BOOMER therapist Fran Marmor on family issues.
My wife and I are in a quandary. We have two adult married sons, neither of whom has or intends to have children. Our older son’s wife is a wonderful, professional woman who has truly become family. Our younger son’s wife is completely different. She is obnoxious. She is rude to both my wife and me and has our son brainwashed against us. Of course, we still love him dearly, but our relationship has become strained. We are updating our will and know it is politically correct to divide our assets equally, but we cannot tolerate the notion of our daughter-in-law gaining access to our hard-earned money. We want to explain to our son that he has chosen her and one of the consequences is that we don’t feel compelled to leave half our assets to him as long as he is married to her. What is your opinion?

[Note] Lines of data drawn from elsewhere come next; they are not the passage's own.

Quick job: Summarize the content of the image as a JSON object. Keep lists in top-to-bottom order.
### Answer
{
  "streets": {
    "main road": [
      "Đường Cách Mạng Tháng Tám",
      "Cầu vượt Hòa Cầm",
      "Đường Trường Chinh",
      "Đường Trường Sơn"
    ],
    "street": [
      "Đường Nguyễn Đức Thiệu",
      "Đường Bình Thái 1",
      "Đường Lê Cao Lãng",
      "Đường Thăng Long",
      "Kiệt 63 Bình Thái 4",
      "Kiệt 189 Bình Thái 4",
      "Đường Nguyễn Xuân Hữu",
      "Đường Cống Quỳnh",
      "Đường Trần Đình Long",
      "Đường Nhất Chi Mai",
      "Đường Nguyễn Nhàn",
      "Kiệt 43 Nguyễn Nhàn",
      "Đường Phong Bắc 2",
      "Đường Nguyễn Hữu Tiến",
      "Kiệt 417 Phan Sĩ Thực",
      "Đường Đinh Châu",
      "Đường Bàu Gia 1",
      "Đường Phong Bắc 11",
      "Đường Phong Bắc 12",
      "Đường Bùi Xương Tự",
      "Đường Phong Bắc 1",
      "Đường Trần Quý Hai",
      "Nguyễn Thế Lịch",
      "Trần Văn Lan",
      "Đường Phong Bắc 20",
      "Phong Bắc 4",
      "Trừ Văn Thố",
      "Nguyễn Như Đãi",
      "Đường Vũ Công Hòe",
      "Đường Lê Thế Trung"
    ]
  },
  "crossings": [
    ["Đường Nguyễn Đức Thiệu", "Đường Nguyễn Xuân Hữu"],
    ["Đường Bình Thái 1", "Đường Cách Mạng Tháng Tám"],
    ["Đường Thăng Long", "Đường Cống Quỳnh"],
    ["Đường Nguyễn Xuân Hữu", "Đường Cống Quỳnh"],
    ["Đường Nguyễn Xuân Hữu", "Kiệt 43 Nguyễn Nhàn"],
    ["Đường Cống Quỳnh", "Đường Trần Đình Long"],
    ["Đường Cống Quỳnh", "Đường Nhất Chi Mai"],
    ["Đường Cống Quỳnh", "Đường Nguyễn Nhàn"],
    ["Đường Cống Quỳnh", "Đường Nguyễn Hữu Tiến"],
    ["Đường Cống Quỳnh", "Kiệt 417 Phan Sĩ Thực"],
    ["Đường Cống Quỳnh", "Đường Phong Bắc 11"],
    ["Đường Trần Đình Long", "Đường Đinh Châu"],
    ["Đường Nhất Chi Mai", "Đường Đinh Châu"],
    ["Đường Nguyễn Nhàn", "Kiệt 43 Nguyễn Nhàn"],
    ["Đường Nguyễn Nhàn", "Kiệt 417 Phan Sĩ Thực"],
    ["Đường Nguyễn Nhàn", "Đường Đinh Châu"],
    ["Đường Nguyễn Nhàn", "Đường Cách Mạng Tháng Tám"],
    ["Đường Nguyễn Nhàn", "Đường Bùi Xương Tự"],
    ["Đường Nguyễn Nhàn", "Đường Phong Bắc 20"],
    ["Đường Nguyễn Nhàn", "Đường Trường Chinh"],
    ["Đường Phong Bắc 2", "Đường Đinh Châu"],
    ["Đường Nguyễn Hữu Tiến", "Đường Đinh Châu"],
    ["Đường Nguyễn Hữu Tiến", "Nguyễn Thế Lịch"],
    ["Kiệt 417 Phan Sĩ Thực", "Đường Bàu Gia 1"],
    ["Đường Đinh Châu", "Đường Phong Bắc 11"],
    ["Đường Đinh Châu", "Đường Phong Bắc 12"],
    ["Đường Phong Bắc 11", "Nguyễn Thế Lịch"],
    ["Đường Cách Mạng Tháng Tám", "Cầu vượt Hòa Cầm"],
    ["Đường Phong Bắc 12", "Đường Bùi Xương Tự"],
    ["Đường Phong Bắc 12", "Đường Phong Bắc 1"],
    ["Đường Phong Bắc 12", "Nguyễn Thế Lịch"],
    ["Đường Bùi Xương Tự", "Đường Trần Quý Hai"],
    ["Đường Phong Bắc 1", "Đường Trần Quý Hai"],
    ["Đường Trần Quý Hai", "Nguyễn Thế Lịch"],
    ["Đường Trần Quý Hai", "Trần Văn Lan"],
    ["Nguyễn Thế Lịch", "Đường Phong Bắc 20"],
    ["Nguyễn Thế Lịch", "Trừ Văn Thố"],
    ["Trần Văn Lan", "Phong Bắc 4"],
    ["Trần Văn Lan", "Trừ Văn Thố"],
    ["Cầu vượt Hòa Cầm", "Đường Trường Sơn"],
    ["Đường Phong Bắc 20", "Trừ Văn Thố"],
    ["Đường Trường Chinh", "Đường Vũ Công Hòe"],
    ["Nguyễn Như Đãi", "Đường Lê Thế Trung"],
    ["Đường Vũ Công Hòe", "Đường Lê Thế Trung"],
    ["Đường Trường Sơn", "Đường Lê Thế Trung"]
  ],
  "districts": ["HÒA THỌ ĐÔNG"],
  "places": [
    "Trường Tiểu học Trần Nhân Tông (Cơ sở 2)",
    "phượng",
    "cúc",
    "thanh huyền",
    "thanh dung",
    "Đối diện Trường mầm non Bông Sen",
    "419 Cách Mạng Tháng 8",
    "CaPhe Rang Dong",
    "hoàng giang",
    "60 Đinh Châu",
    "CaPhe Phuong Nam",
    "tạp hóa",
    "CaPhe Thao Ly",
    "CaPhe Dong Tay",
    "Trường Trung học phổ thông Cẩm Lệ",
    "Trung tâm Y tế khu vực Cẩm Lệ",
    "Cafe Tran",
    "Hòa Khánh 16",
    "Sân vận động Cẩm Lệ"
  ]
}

I definitely understand your dilemma. This is a sensitive subject, so please understand that I am giving my best advice – with full awareness that you and your wife will have to make the decision that ultimately feels right for you. You wrote that your older son’s wife has “truly become family.” The difficult reality, though, is that your younger son’s wife is now also family. Perhaps you could have a conversation with your younger son about how upsetting it is to you that your relationship feels strained. Without making accusations, ask him if he knows what is causing the tension and if he has ideas on how to fix that. As I see it, the difficulty between you and your son and his wife is the problem, not the eventual distribution of funds. Use this time to be as close as possible to your son and his challenging wife. I would not allow your final gift to make a statement other than you love both of your children equally. Imparting the message that you trust them whether or not you approve of every choice is also a loving gesture, probably consistent with how you raised them. Dividing unequally could potentially hurt both children, which is clearly not your intent. In situations such as this, often the child who receives more money feels guilty, while the other feels resentful. Tension can ensue. You sound like a caring man; if you were really comfortable giving one child less than the other, I don’t think you would have written. I respect your concerns, though, and hope that you, your wife and your son can have productive and loving conversations long before your money is divided.